Quanti di voi pensano che la psicosi sia un modo eccentrico ma condivisibile di vedere il mondo?
Qualcuno crede che non esistano criteri validi per valutare in maniera oggettiva e a prescindere dalla sua cultura la sanità mentale di un individuo?
Mi piacerebbe leggere dei pareri a riguardo...
Marco
Re: La sanità mentale è relativa?
Citazione:
Originariamente postato da io mordo
Qualcuno crede che non esistano criteri validi per valutare in maniera oggettiva e a prescindere dalla sua cultura la sanità mentale di un individuo?
Io non credo che un essere umano possa in qualche modo essere oggettivo nella valutazione di qualsiasi cosa. La scelta del "metro" è sempre arbitraria e conforme ai valori di ogni singolo individuo. Questo vale ancora di più per la misurazione di entità astratte come la mente. Io non credo che esistano malattie della mente. Si parlava di devianza: beh... io non credo che, ad esempio, un serial killer sia un malato mentale, ma una persona che nella vita ha subito situazioni particolari, tali da averlo indotto a comportarsi in un determinato modo. Però, quelle stesse situazioni, in un'altra persona, possono indurre ad avere un comportamento masochista, più che sadico. Altre persone, ancora, ne escono rafforzate. Come si può essere oggettivi di fronte ad una varietà così grande e impossibile da prevedere e controllare? Se il particolare comportamento è dovuto a problemi fisici, che portano ad "anomalie" nel funzionamento del cervello, allora CREDO che si debba fare un discorso a parte (che io non sarei assolutamente in grado di fare). Ma io non credo che, in questi casi, si debba parlare in termini negativi (leggi: dispregiativi), come la gente comune è solita fare.
E' come il discorso INTELLIGENZA-NON INTELLIGENZA (o, per lo meno, poca intelligenza). Spesso, chi è asociale o "deviato", viene anche etichettato come non intelligente. Questo implica, secondo me, che chi giudica, CREDE DI ESSERE INTELLIGENTE (!!!). E come lo stabilisce?
Secondo me è tutto relativo e giudico anche fortemente dannoso questo stare a misurare delle entità che alla fine restano concetti, cioè, "rappresentazioni mentali di qualcosa". Le menti sono diverse (quindi, funzionano diversamente) per ogni singolo individuo...
un mio pensiero un pò folle....
Citazione:
Originariamente postato da Dreamstalker
................
Infine sì: la pazzia è una questione culturale, ma penso che sia, in parte, interculturale, trasversale alle culture... se una persona alle tre di notte esce fuori e inizia a correre cantando lo yodel non sia visto come *normale* nè qui, nè in India (orientale), nè dagli indiani (d'america).

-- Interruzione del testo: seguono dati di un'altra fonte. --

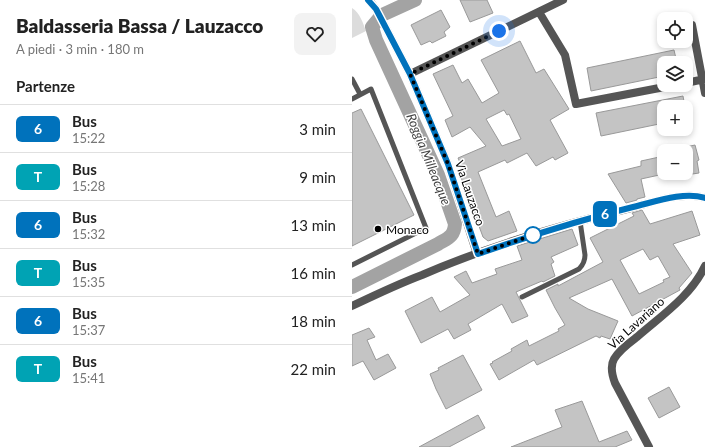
<!DOCTYPE html>
<html lang="it">
<meta charset="utf-8">
<style>
:root{--surface:#fff;--page:#f2f2f2;--text:#222;--muted:#767676;--line:#e0e0e0}
body{margin:0;font-family:Lato,sans-serif;background:var(--page);color:var(--text);height:100vh;display:flex;flex-direction:column;font-size:15px;white-space:nowrap}
*{box-sizing:border-box;margin:0}
p{font-size:13px;color:var(--muted)}
.icon{flex:none;width:22px;height:22px;fill:none;stroke:currentColor;stroke-width:2;stroke-linecap:round;stroke-linejoin:round}
.map{position:relative;flex:1;overflow:hidden}
.sheet{display:flex;flex-direction:column;background:var(--surface);width:352px}
.sheet>*{flex:none}
.badge{padding:0 8px;border-radius:6px;font-size:14px;line-height:26px}
.tools{position:absolute;left:305px;top:12px;display:grid;gap:8px}
.tools a{display:grid;place-items:center;width:36px;height:36px;border-radius:8px;background:var(--surface);box-shadow:0 2px 6px #0003;font-size:20px}
.you{position:absolute;width:20px;height:20px;margin:-10px;border:3px solid #fff;border-radius:50%;background:#1a73e8;box-shadow:0 0 0 6px #1a73e833}
.map>.badge{position:absolute;translate:-50% -50%;box-shadow:0 0 0 2px #fff}
h2{padding:0 16px;font-size:15px;line-height:36px}
.round{display:grid;place-items:center;flex:none;width:42px;height:42px;border-radius:8px;background:var(--page)}
.overview{display:flex;align-items:center;justify-content:space-between;height:68px;padding:0 16px}
h1{font-size:19px;font-weight:800;line-height:30px}
ul{padding:0;list-style:none}
li{display:flex;align-items:center;gap:12px;height:48px;padding:0 16px;border-top:1px solid var(--line)}
li div{flex:1}
li b{display:block;font-size:15px}
li em{font-style:normal}
li .badge{min-width:44px;font-weight:700;text-align:center}
main{display:flex;flex:1;min-height:0}
.map>svg:first-child{display:block}
.grass{fill:#dcdcdc}
.lines{fill:none;stroke-linecap:round;stroke-linejoin:round}
.canal{stroke:#a3a3a3;stroke-width:14}
.building{fill:#c4c4c4;stroke:#999;fill-rule:evenodd}
.service{stroke:#555;stroke-width:5}
.minor{stroke:#555;stroke-width:8}
.tertiary{stroke:#555;stroke-width:8}
.line-casing{stroke:#fff;stroke-width:9}
.line{stroke:#0072bc;stroke-width:6}
.walk{stroke:#000;stroke-width:4;stroke-dasharray:0 7.2}
.poi-dot{fill:#000;stroke:#fff;stroke-width:1.5}
.stop-dot{fill:#fff;stroke:#0072bc;stroke-width:2}
.labels{text-anchor:middle;dominant-baseline:central;stroke-width:3;stroke-linejoin:round;paint-order:stroke}
.street-label{font-size:12px;fill:#000;stroke:#fff}
.poi-label{font-size:12px;fill:#000;stroke:#fff;text-anchor:start}
.water-label{font-size:13px;font-style:italic;fill:#444;stroke:#fff}
</style>
<main>
<section class="sheet">
<div class="overview"><div><h1>Baldasseria Bassa / Lauzacco</h1><p>A piedi · 3 min · 180 m</p></div><a class="round"><svg class="icon" aria-label="heart" viewBox="0 0 24 24"><path d="M12 20l-8-8c-3-5 5-10 8-4 3-6 11-1 8 4z"/></svg></a></div>
<h2>Partenze</h2>
<ul>
<li><span class="badge" style="background:#0072bc;color:#fff">6</span><div><b>Bus</b><p>15:22</p></div><em>3 min</em></li>
<li><span class="badge" style="background:#00a3b4;color:#fff">T</span><div><b>Bus</b><p>15:28</p></div><em>9 min</em></li>
<li><span class="badge" style="background:#0072bc;color:#fff">6</span><div><b>Bus</b><p>15:32</p></div><em>13 min</em></li>
<li><span class="badge" style="background:#00a3b4;color:#fff">T</span><div><b>Bus</b><p>15:35</p></div><em>16 min</em></li>
<li><span class="badge" style="background:#0072bc;color:#fff">6</span><div><b>Bus</b><p>15:37</p></div><em>18 min</em></li>
<li><span class="badge" style="background:#00a3b4;color:#fff">T</span><div><b>Bus</b><p>15:41</p></div><em>22 min</em></li>
</ul>
</section>
<div class="map">
<svg width="353" height="447" viewBox="0 0 353 447">
<rect width="100%" height="100%" fill="#fff"/>
<path class="grass" d="M0,8c8,5 11,15 14,23l-14,7z"/>
<g class="lines">
<path class="canal" d="M0,287l86,-43c10,-6 16,-7 17,-20l-17,-49 -62,-135 -4,-13 10,-12 33,-15"/>
</g>
<path class="building" d="M108,0h27l6,13 -23,9z
M89,10l9,17 -6,5 2,4 -14,7 -2,-2 -9,4 -10,-20z
M168,41l16,32 8,-4 25,40 -19,11 18,33 -13,7 -2,-3 -17,9 -9,-13 -20,10 -2,-3 -27,12 18,45 13,-6 8,20 -29,10 -5,-4 -24,-65 4,-3 -5,-11 28,-12 -16,-19 -18,10 -7,-17 8,-4 -20,-42 20,-9 9,18 6,-4 14,24 17,-10 -18,-33zM152,110l3,5 2,-1 12,25 -19,7 -16,-27z
M322,50l3,13h-13v13l-73,15 -4,-23z
M331,96l2,11h-21v16l-63,13 -5,-23z
M9,109l53,106 -62,31v-133z
M343,145l4,15 -2,1 2,12 -13,2v-28z
M312,156v18l-23,5 4,18 -8,2v1l-11,3 -18,-29 33,-8v-5z
M290,210l8,14 42,-13 8,24 -27,9 19,29 -13,15 1,2 -48,26 -20,-37 -43,19 19,11 30,12 -8,18 -9,-3 -1,2 -4,-2 -59,29 -3,-5 -35,20 -9,-16 3,-1 -1,-1 20,-11 -1,-2 16,-9 2,6 30,-15 -1,-2 7,-4 -10,-17 -9,-18 12,-6v2l45,-24 -13,-24 44,-22 -2,-3zM291,249l7,11 8,-4 12,21 -7,3 1,2 -25,12 -19,-34z
M220,229l6,16 -27,12 3,5 -3,2 4,12 -12,6 -1,-1 -26,11 12,24 -16,7 -10,-19 -34,20 3,6 -17,9 -6,-10 -27,14 -16,-32 27,-14 8,15 30,-17 -16,-18 12,-6 6,12 25,-9 -2,-5 27,-9 -5,-14z
M17,328l6,9 -8,3 9,20 12,-6 8,14 -22,12 -11,-19 -11,5v-31z
M111,355l19,35 -36,19 -10,-20 -6,-15 9,-4 -1,-2z
M317,387l11,20 -21,11 -11,-20z
M230,401l17,41 28,-11 5,9 -17,7h-104l51,-20 -7,-17z
M126,415l7,13 -36,19h-30z"/>
<g class="lines">
<path class="service" d="M0,79l8,15
M0,99l19,-10 55,139 -74,37
M170,297l57,-28c4,-4 6,-8 6,-14l-5,-34"/>
<path class="minor" d="M17,0l7,9 34,65 38,90 29,90
M187,12l26,43 11,49 99,-19
M340,25l13,68
M58,74l153,-74
M334,83l19,-4
M297,447l-34,-64c-3,-8 -5,-17 -1,-24 5,-9 15,-16 23,-22 24,-21 54,-41 68,-71"/>
<path class="tertiary" d="M0,306c23,-11 46,-22 70,-31 67,-29 138,-50 209,-67 21,-6 53,-17 74,-10"/>
</g>
<g class="lines">
<g class="line-casing">
<path id="line" d="M16,0l8,9 34,65 38,90 30,90c51,-18 102,-34 155,-47 21,-5 51,-16 72,-9"/>
</g>
<use href="#line" class="line"/>
<path class="walk" d="M147,31l-89,43 38,90 30,90 55,-19"/>
</g>
<circle class="poi-dot" cx="26" cy="229" r="4"/>
<circle class="stop-dot" cx="181" cy="235" r="8"/>
<g class="labels">
<g class="street-label">
<text transform="translate(118 193) rotate(71)">Via Lauzacco</text>
<text transform="translate(284 323) rotate(-42)">Via Lavariano</text>
</g>
<g class="poi-label">
<text x="34" y="229">Monaco</text>
</g>
<g class="water-label">
<text transform="translate(77 159) rotate(68)">Roggia Milleacque</text>
</g>
</g>
</svg>
<div class="tools">
<a><svg class="icon" aria-label="locate" viewBox="0 0 24 24"><circle cx="12" cy="12" r="6"/><path d="M12 2v4M12 18v4M2 12h4M18 12h4"/></svg></a>
<a><svg class="icon" aria-label="layers" viewBox="0 0 24 24"><path d="M12 4l9 5-9 5-9-5zM3 14l9 5 9-5"/></svg></a>
<a>+</a>
<a>−</a>
</div>
<div class="you" style="left:147px;top:31px"></div>
<b class="badge" style="left:253px;top:214px;background:#0072bc;color:#fff">6</b>
</div>
</main>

Magari può essere visto come illuminazione mistica, visione divina, comprensione della realtà, ma per tutti quella roba lì *non* è la normalità. Quello che cambia è semmai il nome da dargli e il modo in cui trattare con essa.

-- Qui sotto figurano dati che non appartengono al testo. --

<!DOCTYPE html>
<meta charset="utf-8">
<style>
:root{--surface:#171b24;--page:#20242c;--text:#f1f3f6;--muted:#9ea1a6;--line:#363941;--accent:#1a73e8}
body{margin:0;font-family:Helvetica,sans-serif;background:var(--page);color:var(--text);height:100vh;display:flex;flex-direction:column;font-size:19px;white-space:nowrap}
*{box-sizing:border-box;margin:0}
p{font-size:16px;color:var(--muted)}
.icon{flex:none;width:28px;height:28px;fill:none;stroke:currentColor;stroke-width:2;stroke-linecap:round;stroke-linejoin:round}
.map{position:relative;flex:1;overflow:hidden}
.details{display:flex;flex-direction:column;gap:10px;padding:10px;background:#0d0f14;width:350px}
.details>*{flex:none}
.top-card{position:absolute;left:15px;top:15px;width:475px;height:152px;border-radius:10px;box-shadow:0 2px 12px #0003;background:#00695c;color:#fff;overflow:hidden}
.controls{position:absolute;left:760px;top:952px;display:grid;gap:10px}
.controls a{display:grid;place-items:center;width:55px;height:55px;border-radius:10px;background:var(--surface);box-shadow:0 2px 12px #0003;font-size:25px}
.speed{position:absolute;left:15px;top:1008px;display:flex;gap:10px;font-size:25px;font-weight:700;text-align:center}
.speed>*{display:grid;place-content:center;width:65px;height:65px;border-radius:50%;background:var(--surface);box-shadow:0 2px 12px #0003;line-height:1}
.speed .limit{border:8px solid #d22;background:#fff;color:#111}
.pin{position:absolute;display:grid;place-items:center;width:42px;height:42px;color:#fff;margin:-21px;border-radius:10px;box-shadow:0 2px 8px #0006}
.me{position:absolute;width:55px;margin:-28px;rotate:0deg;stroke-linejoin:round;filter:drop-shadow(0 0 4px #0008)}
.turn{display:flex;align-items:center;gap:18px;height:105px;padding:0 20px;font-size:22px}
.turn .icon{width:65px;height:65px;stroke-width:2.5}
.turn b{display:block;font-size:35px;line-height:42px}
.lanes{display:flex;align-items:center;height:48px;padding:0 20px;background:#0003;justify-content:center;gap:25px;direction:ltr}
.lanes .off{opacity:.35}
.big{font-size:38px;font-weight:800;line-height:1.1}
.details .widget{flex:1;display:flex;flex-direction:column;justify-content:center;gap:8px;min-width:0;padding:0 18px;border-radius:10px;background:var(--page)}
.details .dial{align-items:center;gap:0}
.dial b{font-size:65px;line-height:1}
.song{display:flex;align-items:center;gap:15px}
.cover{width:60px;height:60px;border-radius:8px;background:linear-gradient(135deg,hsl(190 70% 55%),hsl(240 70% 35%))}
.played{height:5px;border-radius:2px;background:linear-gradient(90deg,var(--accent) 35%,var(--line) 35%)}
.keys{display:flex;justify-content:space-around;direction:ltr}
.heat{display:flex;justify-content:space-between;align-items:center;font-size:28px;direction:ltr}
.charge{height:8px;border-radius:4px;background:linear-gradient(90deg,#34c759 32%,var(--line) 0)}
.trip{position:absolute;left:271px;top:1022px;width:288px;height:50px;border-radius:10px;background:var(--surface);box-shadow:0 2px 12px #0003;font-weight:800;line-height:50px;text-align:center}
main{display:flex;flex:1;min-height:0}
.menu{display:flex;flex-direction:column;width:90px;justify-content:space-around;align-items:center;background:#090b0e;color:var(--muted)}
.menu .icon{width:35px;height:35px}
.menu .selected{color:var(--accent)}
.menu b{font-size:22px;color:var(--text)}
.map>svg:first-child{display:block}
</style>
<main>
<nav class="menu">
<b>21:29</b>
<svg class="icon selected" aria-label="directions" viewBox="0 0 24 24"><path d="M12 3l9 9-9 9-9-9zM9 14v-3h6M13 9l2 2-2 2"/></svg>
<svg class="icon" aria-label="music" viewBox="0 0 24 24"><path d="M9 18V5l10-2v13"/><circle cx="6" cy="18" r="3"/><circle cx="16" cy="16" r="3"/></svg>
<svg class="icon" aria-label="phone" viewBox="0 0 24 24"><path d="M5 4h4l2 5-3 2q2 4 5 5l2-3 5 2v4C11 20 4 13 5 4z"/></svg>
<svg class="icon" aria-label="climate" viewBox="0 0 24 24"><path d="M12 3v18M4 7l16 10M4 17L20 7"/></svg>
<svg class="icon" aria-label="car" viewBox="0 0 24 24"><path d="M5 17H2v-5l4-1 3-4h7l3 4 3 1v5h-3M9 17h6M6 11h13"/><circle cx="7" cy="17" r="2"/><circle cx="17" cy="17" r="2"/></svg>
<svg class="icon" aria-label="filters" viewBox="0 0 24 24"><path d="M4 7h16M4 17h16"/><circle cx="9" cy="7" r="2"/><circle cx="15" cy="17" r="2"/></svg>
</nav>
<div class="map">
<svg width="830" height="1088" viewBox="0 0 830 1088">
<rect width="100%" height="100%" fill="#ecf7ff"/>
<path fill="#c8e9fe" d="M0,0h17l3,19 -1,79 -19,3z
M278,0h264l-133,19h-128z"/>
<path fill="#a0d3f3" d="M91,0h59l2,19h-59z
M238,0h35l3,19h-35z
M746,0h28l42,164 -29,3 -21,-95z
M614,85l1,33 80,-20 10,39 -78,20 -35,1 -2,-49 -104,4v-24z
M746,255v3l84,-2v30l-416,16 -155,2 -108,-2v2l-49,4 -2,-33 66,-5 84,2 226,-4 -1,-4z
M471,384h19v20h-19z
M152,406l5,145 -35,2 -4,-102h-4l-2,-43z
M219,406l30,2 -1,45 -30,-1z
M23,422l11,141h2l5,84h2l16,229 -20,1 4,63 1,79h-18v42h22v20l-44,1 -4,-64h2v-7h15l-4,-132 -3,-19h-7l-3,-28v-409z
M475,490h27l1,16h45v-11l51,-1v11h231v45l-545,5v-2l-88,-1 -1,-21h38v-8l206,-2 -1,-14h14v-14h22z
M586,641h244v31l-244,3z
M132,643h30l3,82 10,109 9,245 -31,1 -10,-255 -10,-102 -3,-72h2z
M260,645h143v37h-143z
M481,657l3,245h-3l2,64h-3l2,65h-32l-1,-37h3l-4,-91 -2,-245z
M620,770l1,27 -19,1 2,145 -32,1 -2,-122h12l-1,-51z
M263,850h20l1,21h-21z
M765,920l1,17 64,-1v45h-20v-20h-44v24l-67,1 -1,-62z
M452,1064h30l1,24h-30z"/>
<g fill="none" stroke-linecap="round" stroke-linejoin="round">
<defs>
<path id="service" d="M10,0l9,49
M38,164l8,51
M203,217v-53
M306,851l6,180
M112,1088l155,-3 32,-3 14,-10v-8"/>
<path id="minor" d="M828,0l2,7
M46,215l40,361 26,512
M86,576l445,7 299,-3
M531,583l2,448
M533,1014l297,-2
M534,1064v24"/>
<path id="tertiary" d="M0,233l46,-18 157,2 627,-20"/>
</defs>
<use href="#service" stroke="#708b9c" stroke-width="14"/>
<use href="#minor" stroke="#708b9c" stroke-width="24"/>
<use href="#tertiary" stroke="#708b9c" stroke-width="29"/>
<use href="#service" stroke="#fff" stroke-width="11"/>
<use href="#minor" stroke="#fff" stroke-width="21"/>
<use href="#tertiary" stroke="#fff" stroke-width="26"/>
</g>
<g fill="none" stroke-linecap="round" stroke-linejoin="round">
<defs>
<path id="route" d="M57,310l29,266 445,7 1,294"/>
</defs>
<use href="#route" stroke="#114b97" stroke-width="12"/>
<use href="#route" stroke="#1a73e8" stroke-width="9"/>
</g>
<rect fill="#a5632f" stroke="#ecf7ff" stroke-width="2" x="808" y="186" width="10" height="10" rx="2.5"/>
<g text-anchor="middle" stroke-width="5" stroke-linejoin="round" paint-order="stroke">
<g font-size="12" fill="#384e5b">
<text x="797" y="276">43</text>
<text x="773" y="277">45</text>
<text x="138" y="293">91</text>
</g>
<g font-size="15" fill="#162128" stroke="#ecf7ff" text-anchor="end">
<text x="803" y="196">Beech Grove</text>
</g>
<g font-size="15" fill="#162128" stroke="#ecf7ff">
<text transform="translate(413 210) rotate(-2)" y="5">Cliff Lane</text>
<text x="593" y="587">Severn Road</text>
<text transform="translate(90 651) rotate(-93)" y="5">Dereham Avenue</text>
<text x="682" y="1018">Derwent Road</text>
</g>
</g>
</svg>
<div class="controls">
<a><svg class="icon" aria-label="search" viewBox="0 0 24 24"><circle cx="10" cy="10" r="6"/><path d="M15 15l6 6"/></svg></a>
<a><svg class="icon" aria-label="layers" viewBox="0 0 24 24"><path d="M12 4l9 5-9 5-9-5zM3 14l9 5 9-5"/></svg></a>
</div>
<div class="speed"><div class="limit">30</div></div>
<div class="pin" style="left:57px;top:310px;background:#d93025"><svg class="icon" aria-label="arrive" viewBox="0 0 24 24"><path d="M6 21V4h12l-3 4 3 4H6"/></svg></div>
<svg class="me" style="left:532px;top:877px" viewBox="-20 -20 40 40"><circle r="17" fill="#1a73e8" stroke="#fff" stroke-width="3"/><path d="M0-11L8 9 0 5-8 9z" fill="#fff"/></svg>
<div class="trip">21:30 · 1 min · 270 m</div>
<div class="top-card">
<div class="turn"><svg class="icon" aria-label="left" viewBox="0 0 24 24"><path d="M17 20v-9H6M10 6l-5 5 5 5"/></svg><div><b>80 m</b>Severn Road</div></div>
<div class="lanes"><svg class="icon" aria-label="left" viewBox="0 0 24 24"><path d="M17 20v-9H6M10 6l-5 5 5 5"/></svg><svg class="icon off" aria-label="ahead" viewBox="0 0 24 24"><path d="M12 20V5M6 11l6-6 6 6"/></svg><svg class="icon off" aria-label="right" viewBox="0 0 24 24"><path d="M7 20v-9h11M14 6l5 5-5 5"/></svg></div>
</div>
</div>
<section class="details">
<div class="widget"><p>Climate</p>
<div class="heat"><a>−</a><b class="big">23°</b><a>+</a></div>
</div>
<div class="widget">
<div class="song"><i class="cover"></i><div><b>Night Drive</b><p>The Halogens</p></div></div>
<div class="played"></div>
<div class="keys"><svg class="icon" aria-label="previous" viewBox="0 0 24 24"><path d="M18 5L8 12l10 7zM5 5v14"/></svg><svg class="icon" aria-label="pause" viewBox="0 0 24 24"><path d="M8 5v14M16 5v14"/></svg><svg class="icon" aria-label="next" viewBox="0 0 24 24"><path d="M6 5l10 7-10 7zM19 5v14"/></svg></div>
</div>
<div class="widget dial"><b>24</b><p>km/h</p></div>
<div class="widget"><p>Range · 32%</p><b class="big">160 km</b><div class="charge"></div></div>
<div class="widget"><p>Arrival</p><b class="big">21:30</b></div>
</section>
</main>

Riprendo una frase di dream con cui concordo: " la pazzia è una questione culturale". Ancor meglio credo che sia l'attribuzione di significato, in questo caso a proposito della pazzia, ad essere un fenomeno transculturale. In ogni cultura c'è un qualcosa che si ritiene "normale" e un qualcosa che non lo è, il suo opposto. Ovviamente per ogni cultura la normalità e il suo opposto assumono forme e modi differenti. Ma il comune denominatore è l'attribuzione del significato in relazione ad una logica degli opposti: positivo e negativo. Su questo credo che si concordi, nel senso che non si mette più in discussione se la pazzia esiste in quanto tale, oppure no. La stessa domanda non avrebbe un granchè di senso. La pazzia diviene ciò che è, in misura del significato che gli diamo, si evolve, cambia, diciamo che la stessa pazzia non è sempre stata la stessa. Si è citato spesso " Storia della follia" di Foucault, per l'appunto.

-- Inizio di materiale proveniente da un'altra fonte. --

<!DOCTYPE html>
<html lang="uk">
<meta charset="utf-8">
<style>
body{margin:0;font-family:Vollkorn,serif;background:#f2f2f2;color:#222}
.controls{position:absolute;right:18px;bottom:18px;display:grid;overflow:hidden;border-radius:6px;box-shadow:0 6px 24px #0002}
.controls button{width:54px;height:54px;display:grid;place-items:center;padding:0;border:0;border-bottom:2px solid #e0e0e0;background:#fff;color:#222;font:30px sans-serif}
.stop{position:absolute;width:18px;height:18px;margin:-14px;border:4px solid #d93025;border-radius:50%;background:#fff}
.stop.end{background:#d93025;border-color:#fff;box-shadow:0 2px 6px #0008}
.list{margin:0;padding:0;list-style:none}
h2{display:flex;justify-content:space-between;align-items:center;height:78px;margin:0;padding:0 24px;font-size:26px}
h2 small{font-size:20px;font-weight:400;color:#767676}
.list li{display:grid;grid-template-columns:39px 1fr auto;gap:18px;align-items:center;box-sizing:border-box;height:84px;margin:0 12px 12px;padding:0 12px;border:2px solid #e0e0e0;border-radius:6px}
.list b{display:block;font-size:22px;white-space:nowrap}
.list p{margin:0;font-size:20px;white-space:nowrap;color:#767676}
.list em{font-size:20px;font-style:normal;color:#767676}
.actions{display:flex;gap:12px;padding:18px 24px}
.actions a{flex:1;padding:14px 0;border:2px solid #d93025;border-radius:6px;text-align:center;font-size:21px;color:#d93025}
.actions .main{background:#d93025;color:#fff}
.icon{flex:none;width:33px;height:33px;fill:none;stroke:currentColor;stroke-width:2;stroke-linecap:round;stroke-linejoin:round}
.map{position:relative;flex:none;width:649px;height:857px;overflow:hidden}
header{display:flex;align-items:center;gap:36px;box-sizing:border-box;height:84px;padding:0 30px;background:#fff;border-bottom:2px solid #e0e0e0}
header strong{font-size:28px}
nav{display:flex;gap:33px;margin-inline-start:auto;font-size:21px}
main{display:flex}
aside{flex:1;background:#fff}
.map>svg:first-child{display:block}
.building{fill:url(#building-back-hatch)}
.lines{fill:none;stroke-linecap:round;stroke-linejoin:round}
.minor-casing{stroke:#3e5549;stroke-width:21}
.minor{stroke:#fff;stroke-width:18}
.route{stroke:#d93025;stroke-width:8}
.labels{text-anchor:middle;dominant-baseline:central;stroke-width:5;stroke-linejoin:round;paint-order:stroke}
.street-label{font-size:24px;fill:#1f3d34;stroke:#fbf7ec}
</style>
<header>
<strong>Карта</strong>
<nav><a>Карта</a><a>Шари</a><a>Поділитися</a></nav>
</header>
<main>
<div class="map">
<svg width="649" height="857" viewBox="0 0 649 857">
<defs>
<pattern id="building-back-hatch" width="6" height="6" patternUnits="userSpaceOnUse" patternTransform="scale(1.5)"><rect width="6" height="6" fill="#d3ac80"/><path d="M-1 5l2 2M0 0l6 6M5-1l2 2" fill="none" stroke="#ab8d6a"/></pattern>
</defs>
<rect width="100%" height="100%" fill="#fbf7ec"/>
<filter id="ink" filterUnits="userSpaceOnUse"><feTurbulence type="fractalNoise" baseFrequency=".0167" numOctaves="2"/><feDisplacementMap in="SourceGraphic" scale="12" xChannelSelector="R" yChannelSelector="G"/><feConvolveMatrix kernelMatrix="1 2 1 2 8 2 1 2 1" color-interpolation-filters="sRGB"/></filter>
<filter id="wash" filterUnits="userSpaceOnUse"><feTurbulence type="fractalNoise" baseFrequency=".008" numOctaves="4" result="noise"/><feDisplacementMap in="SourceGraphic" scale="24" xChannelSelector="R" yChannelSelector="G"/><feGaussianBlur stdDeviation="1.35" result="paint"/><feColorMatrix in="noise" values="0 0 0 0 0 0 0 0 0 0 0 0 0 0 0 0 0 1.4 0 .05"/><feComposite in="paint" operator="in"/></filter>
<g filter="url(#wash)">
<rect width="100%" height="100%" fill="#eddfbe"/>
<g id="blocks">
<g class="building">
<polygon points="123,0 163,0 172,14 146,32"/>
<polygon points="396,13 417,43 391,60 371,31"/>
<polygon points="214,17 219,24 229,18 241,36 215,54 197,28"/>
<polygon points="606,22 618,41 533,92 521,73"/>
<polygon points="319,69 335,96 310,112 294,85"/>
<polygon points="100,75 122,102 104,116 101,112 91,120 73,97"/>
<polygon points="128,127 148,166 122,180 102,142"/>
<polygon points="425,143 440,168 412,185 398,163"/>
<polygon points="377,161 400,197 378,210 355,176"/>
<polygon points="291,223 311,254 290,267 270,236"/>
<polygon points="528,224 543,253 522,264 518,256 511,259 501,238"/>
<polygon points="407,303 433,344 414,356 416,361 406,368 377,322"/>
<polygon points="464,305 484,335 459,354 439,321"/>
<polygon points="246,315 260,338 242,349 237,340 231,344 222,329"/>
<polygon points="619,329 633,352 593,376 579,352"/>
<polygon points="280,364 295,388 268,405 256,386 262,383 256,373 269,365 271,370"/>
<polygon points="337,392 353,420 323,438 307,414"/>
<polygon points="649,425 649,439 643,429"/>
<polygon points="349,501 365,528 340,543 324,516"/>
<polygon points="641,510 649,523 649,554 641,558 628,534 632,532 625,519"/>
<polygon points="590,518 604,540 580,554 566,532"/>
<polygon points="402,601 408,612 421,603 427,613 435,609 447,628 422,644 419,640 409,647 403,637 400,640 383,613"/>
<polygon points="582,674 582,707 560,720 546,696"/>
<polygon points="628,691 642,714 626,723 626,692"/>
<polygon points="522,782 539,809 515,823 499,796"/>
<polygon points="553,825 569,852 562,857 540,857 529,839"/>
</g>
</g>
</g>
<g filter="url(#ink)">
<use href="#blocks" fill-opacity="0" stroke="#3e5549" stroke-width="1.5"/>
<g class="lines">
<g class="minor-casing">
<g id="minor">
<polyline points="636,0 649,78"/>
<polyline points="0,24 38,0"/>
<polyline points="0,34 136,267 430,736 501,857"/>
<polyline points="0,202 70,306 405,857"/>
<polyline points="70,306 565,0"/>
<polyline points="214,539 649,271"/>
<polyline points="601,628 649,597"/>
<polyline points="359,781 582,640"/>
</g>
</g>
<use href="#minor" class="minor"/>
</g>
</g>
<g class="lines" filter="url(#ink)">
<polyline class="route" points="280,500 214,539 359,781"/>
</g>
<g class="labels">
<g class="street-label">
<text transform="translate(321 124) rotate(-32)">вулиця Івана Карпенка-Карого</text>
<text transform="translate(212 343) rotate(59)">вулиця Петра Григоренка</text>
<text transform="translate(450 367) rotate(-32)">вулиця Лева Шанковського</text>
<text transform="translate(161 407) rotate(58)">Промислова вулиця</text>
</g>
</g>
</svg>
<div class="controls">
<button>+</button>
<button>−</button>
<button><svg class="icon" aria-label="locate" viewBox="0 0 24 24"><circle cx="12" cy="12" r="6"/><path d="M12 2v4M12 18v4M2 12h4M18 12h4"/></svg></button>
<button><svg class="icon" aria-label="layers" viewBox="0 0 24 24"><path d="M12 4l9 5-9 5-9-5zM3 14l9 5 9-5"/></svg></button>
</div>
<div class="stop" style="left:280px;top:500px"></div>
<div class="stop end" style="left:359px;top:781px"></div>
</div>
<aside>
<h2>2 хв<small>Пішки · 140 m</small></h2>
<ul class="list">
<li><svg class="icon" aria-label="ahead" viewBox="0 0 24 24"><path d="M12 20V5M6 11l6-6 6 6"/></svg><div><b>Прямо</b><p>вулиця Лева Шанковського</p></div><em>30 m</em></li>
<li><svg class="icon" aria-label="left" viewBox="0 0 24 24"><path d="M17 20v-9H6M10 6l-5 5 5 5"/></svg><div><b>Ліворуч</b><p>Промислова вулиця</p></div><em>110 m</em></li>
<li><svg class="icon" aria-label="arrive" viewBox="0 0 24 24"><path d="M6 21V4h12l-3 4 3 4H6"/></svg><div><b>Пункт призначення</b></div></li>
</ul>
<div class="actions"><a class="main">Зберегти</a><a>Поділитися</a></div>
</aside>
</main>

Il punto è un'altro, secondo me l'uomo, per secoli ha tentato di dare senso alla follia seguendo spesso la logica del suo pensiero, cercando così di creare una linea rassicurante di demarcazione tra il "normale" e "l'anormale". Credo però ci si renda conto di quanto sia sottile in realtà quella linea di demarcazione e di quanto invece sia più probabile l'idea che la "follia" sia parte integrante del pensiero umano. In sostanza: tutti in potenza possiamo diventare "folli", quasi come poter prendere un raffreddore.